→ TASK GOAL:
Which lines of the entries contain the string "わんぼっくす"? Please find them and copy them.

→ DATA PROVIDED:
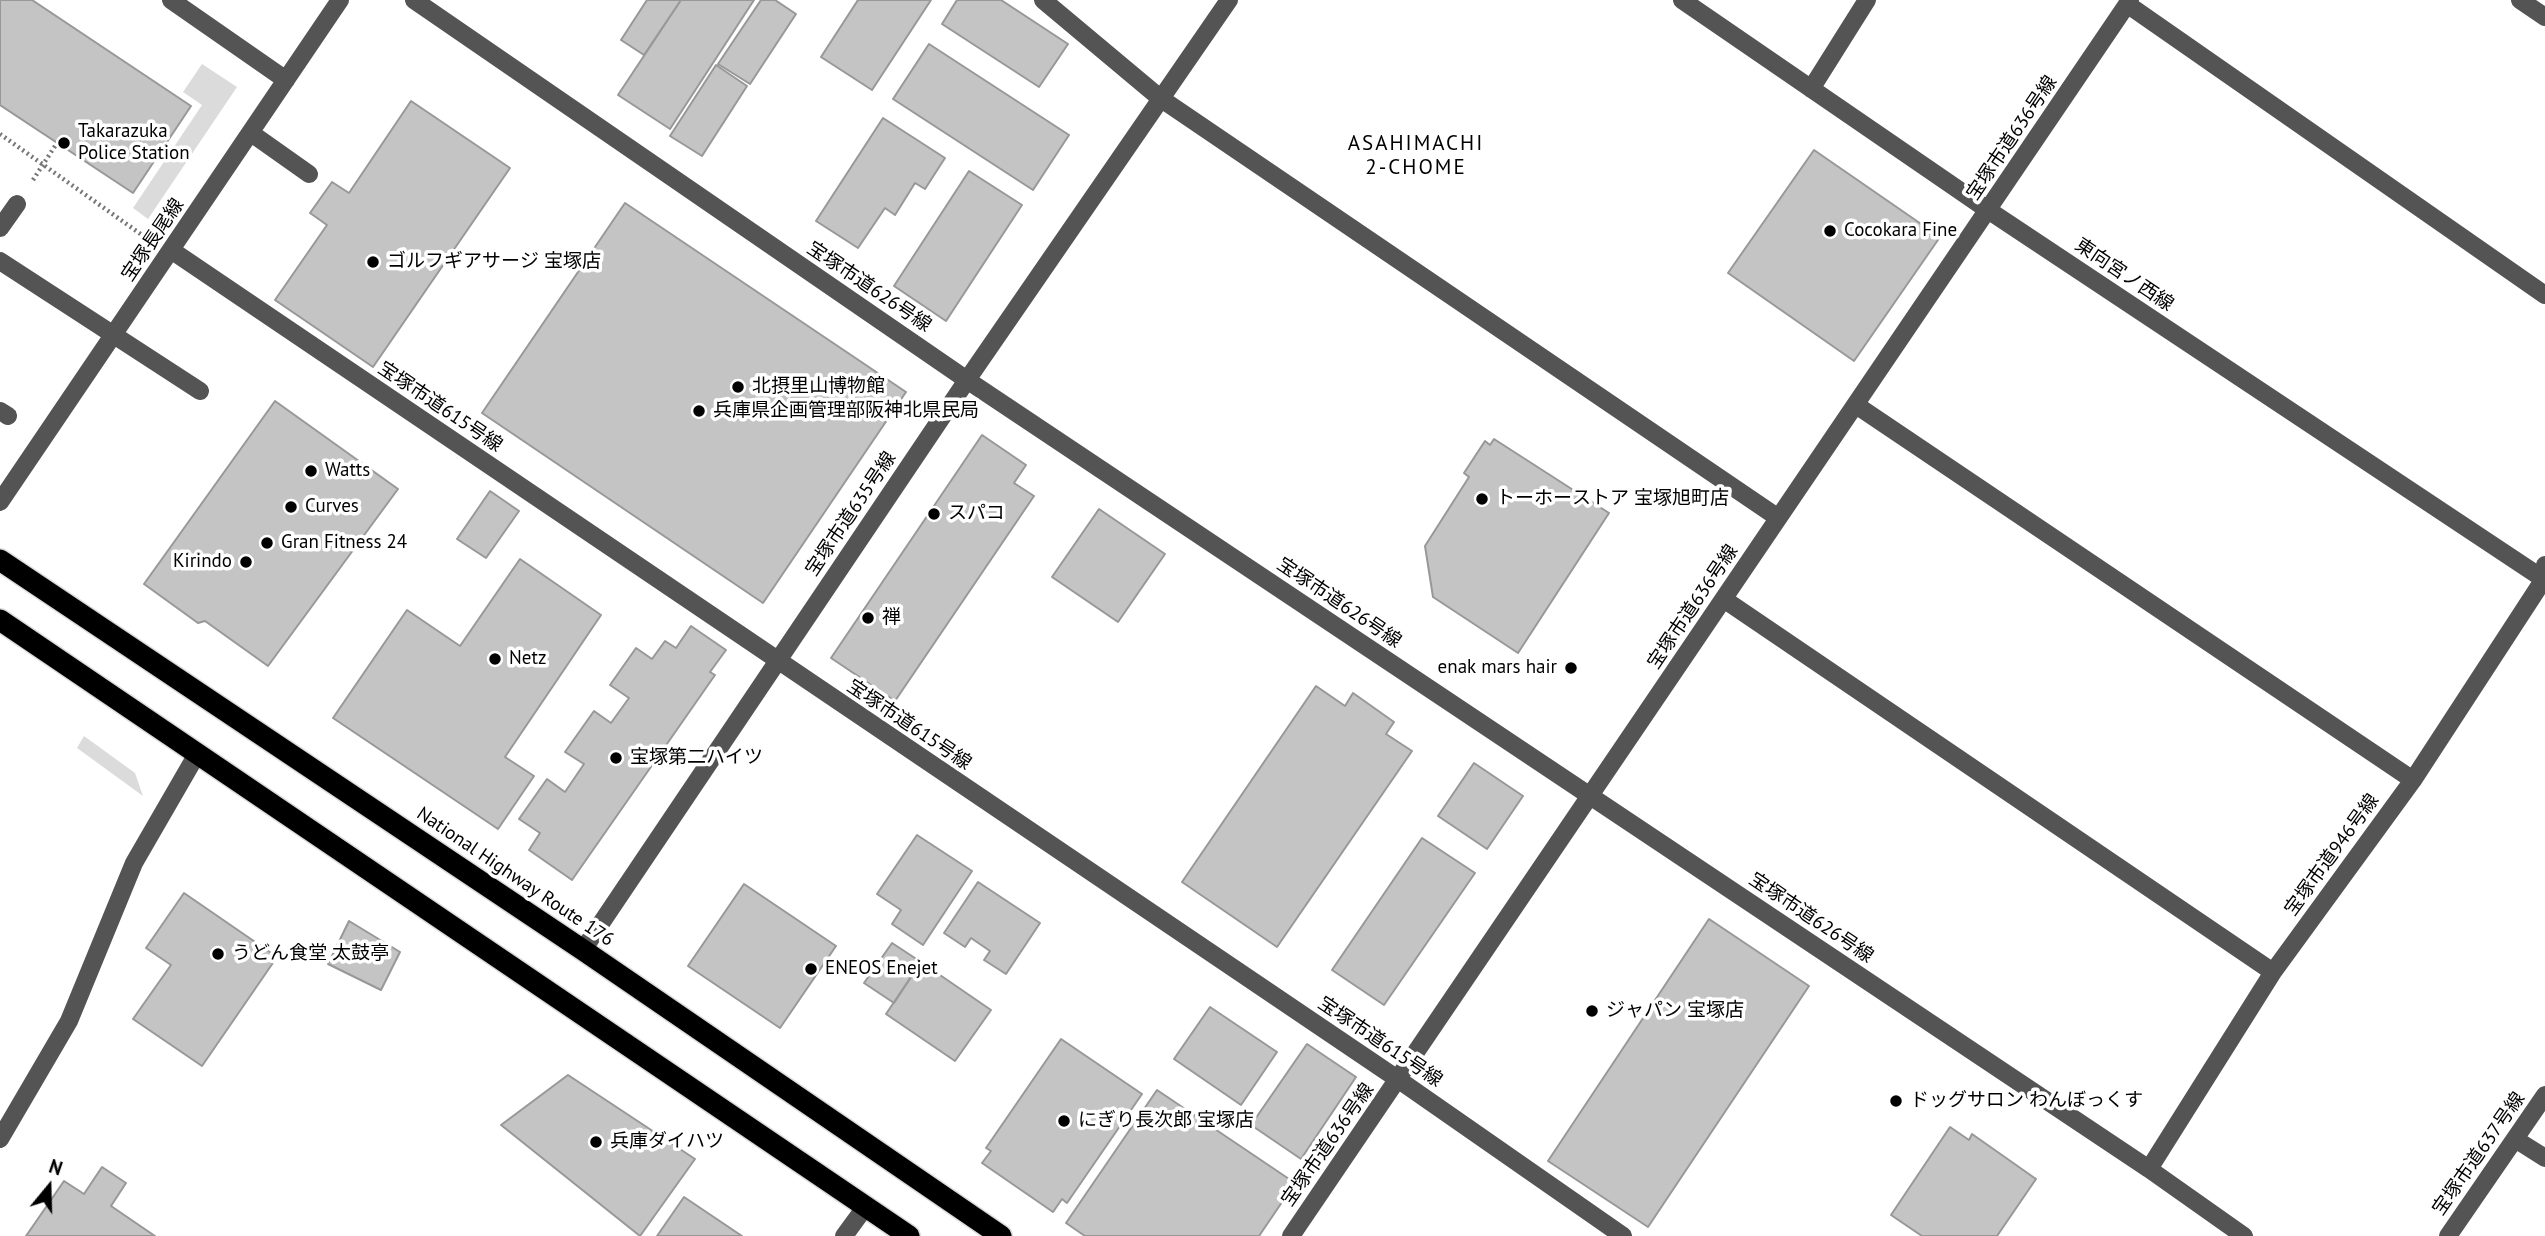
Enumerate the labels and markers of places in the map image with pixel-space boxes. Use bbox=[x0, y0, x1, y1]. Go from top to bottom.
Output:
place label: Takarazuka Police Station bbox=[78, 121, 190, 165]
marker: Takarazuka Police Station bbox=[56, 135, 72, 151]
place label: Cocokara Fine bbox=[1844, 220, 1957, 242]
marker: Cocokara Fine bbox=[1822, 223, 1838, 239]
place label: ゴルフギアサージ 宝塚店 bbox=[387, 251, 601, 273]
marker: ゴルフギアサージ 宝塚店 bbox=[365, 254, 381, 270]
place label: 北摂里山博物館 bbox=[752, 376, 885, 398]
marker: 北摂里山博物館 bbox=[730, 379, 746, 395]
place label: 兵庫県企画管理部阪神北県民局 bbox=[713, 400, 979, 422]
marker: 兵庫県企画管理部阪神北県民局 bbox=[691, 403, 707, 419]
place label: Watts bbox=[325, 460, 370, 482]
marker: Watts bbox=[303, 463, 319, 479]
place label: トーホーストア 宝塚旭町店 bbox=[1496, 488, 1729, 510]
marker: トーホーストア 宝塚旭町店 bbox=[1474, 491, 1490, 507]
place label: Curves bbox=[305, 496, 359, 518]
marker: Curves bbox=[283, 499, 299, 515]
place label: スパコ bbox=[948, 503, 1005, 525]
marker: スパコ bbox=[926, 506, 942, 522]
place label: Gran Fitness 24 bbox=[281, 532, 407, 554]
marker: Gran Fitness 24 bbox=[259, 535, 275, 551]
place label: Kirindo bbox=[173, 551, 232, 573]
marker: Kirindo bbox=[238, 554, 254, 570]
place label: 禅 bbox=[882, 607, 901, 629]
marker: 禅 bbox=[860, 610, 876, 626]
place label: Netz bbox=[509, 648, 546, 670]
marker: Netz bbox=[487, 651, 503, 667]
place label: enak mars hair bbox=[1438, 657, 1557, 679]
marker: enak mars hair bbox=[1563, 660, 1579, 676]
place label: 宝塚第二ハイツ bbox=[630, 747, 763, 769]
marker: 宝塚第二ハイツ bbox=[608, 750, 624, 766]
place label: うどん食堂 太鼓亭 bbox=[232, 943, 389, 965]
marker: うどん食堂 太鼓亭 bbox=[210, 946, 226, 962]
place label: ENEOS Enejet bbox=[825, 958, 938, 980]
marker: ENEOS Enejet bbox=[803, 961, 819, 977]
place label: ジャパン 宝塚店 bbox=[1606, 1000, 1744, 1022]
marker: ジャパン 宝塚店 bbox=[1584, 1003, 1600, 1019]
place label: ドッグサロン わんぼっくす bbox=[1910, 1090, 2143, 1112]
marker: ドッグサロン わんぼっくす bbox=[1888, 1093, 1904, 1109]
place label: にぎり長次郎 宝塚店 bbox=[1078, 1110, 1254, 1132]
marker: にぎり長次郎 宝塚店 bbox=[1056, 1113, 1072, 1129]
place label: 兵庫ダイハツ bbox=[610, 1131, 724, 1153]
marker: 兵庫ダイハツ bbox=[588, 1134, 604, 1150]

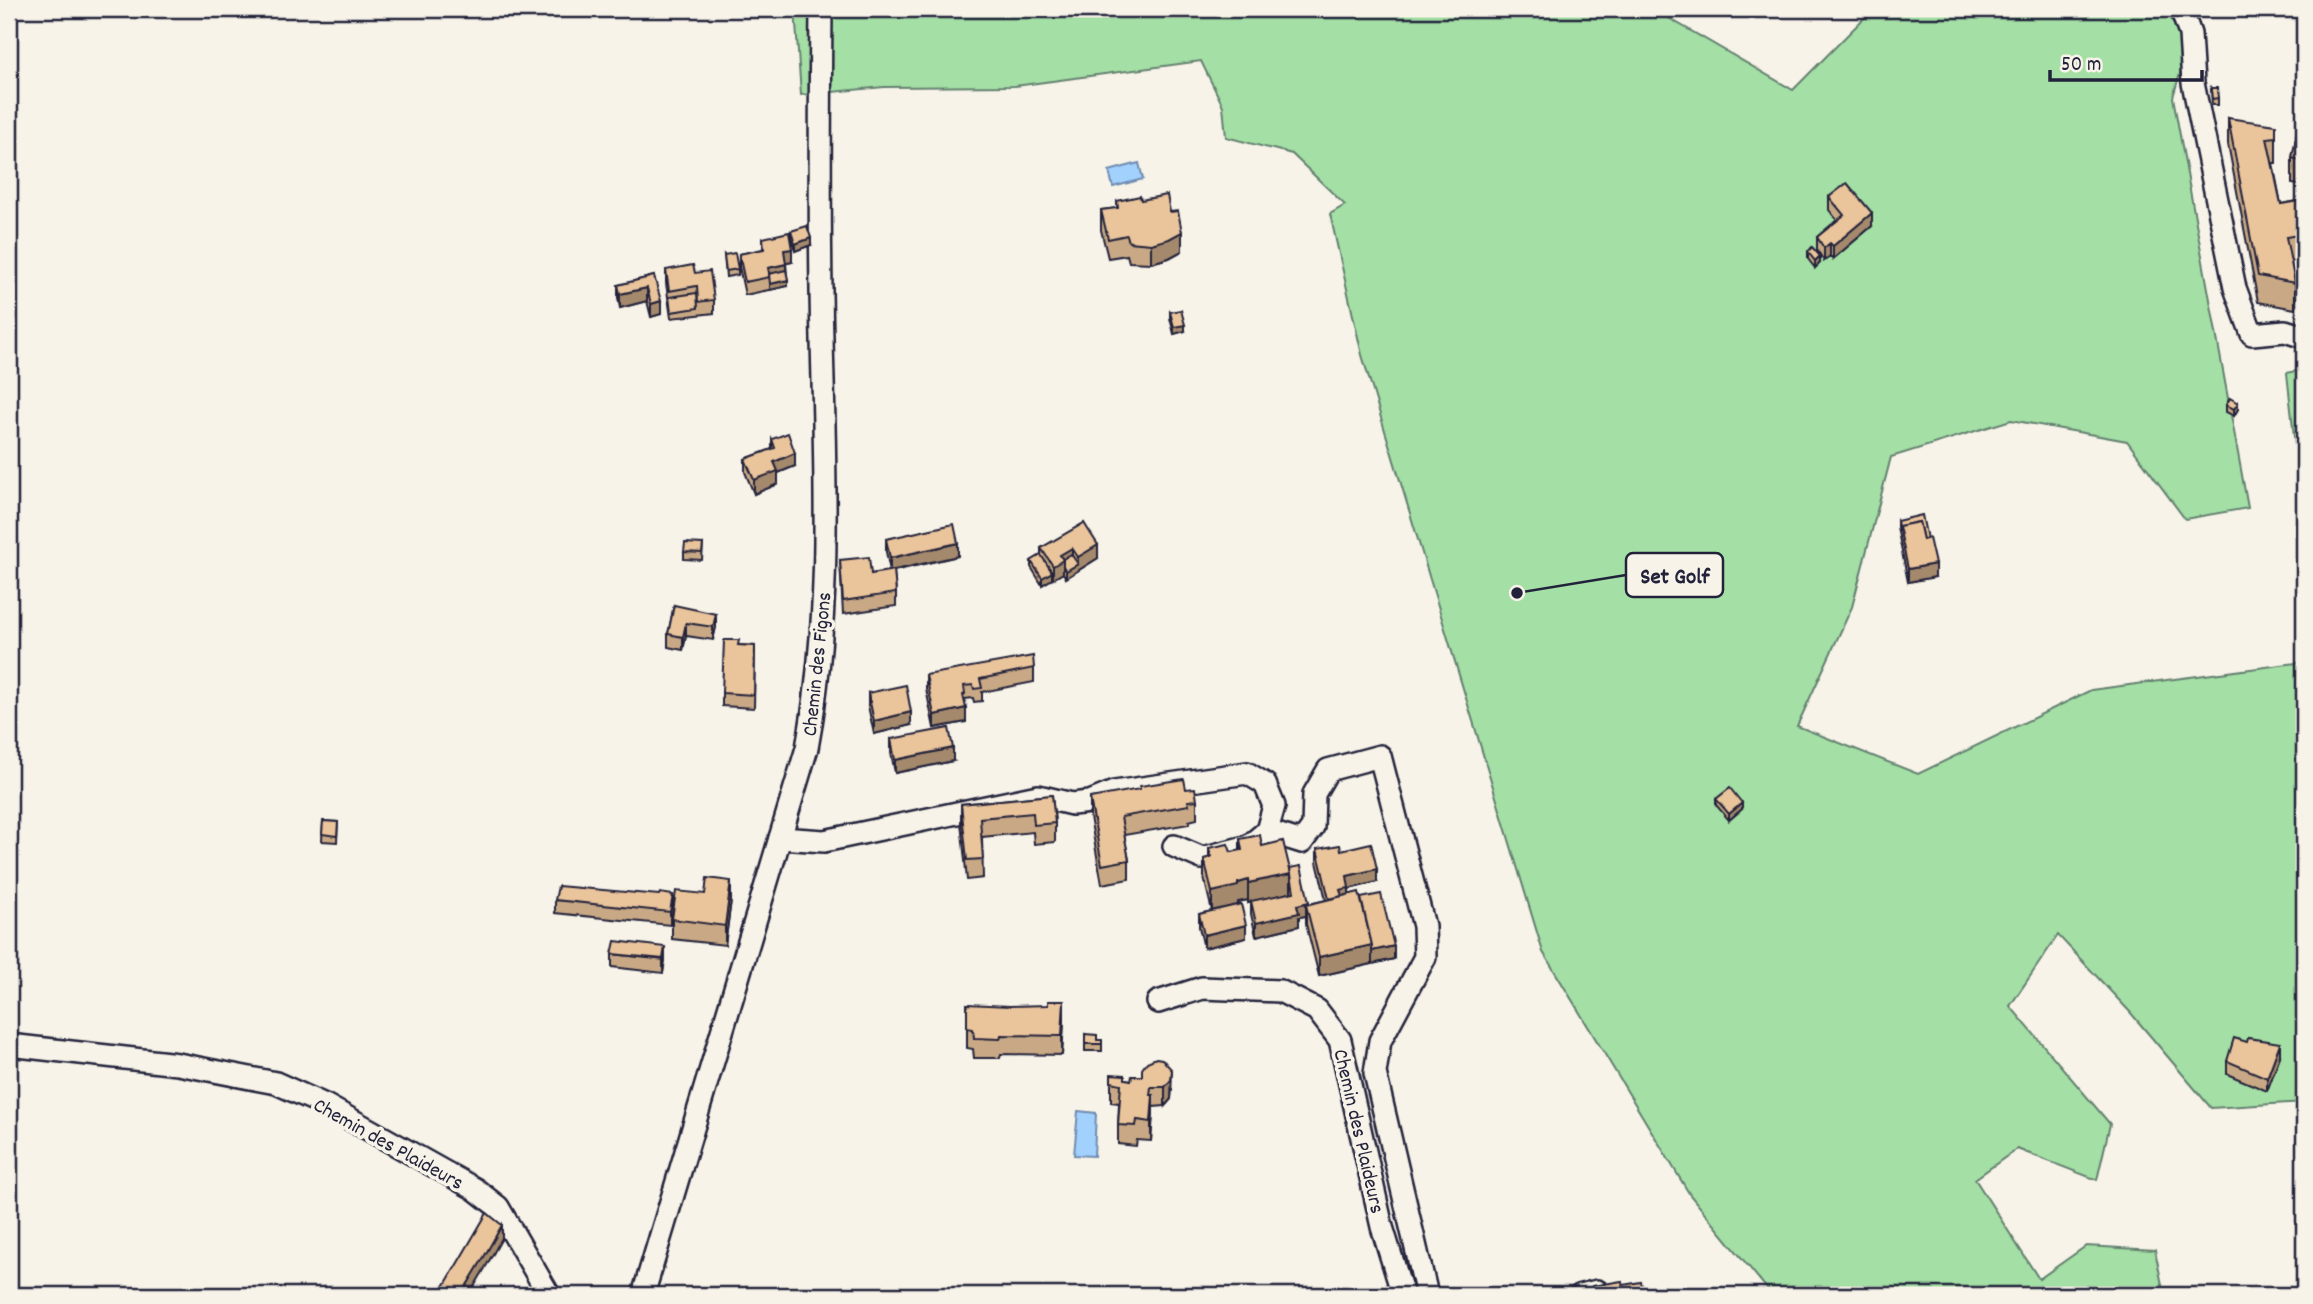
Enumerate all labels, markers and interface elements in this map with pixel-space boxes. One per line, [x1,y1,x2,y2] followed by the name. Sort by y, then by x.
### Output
[2050,38,2203,82] scale bar
[2061,51,2101,81] text: 50 m
[1626,553,1723,597] callout: Set Golf
[1640,562,1711,595] text: Set Golf
[796,591,841,738] street label: Chemin des Figons
[1324,1047,1391,1217] street label: Chemin des Plaideurs
[307,1092,468,1199] street label: Chemin des Plaideurs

→ RESULT OF THIS EXERCISE:
place label: ドッグサロン わんぼっくす bbox=[1910, 1090, 2143, 1112]
marker: ドッグサロン わんぼっくす bbox=[1888, 1093, 1904, 1109]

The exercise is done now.